Las, c’était d’abord oublier que les principales composantes de la social-démocratie européenne n’ont pas une approche commune des grandes questions économiques et sociales de l’heure. Le «Pacte européen pour l’emploi» adopté par le congrès de Milan du PSE, en mars 1999, est d’une rare indigence. Chacun peut y lire ce qui lui convient, sur un mode non contraignant.
La réalité des désaccords qui minent le socialisme européen a éclaté le 8 juin, à quelques jours du scrutin, avec la publication d’un étrange document. Les chefs de gouvernement allemand et britannique ont signé un commun un texte intitulé «La troisième voie – le nouveau centre», censé développer leur philosophie politique.

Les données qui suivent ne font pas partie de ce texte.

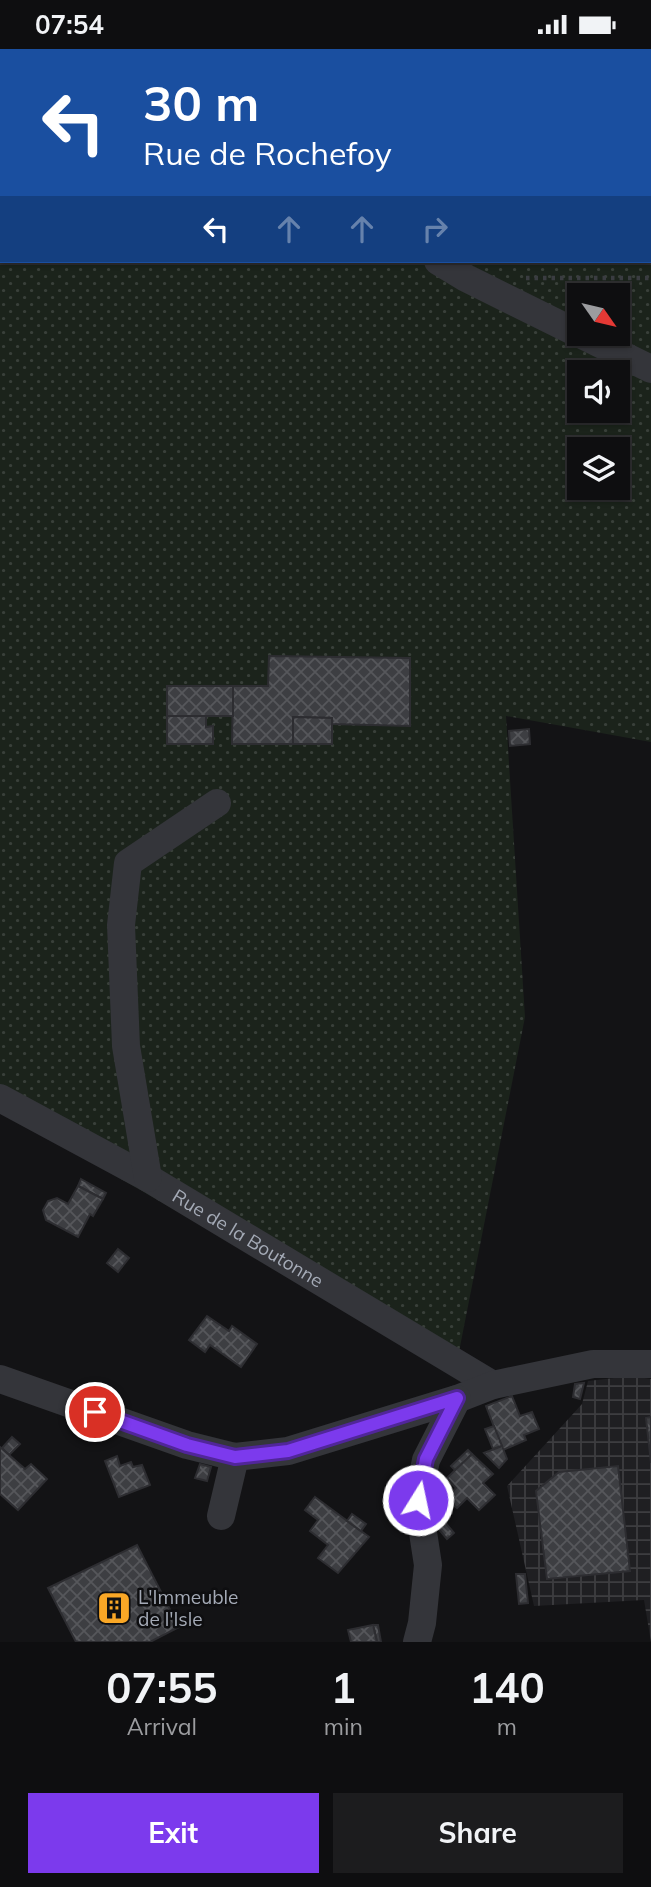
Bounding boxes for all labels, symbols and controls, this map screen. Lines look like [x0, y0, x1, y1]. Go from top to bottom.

Ce libelle, qui porte plus l’inspiration des théories social-libérales du blairisme que d’une improbable doctrine de Schröder, appelle les sociaux-démocrates à abandonner «les dogmes de la gauche et de la droite». Le credo du New Labour et du Neue SPD est résolument libéral. Il n’est question que de réduire les dépenses publiques, de libérer l’énergie des entreprises grâce à la flexibilité de tous les marchés, de réformer les systèmes de protection sociale au nom de la responsabilité individuelle…
La droite française n’ose parler un langage aussi cru. La gauche hexagonale s’est bien gardée de répliquer sur le terrain idéologique. Ses dirigeants se sont contentés de brandir leur différence nationale. La gauche est manifestement éminemment plurielle, selon que l’on regarde à Berlin et à Londres ou à Paris et à Rome.
Pour couronner le tout, l’Europe rose a subi un sérieux revers le 13 juin lors des élections au Parlement. Allemands et Britanniques ont sévèrement sanctionné leurs partis de gauche modernes – pas forcément  pour des raisons idéologiques. Au total, le PSE s’est trouvé devancé par les chrétiens-démocrates du PPE, dont est proche Romano Prodi, le nouveau président de la Commission. L’ «Europe socialiste» est de plus en plus introuvable.

Eric Dupin, le 16 juin 1999.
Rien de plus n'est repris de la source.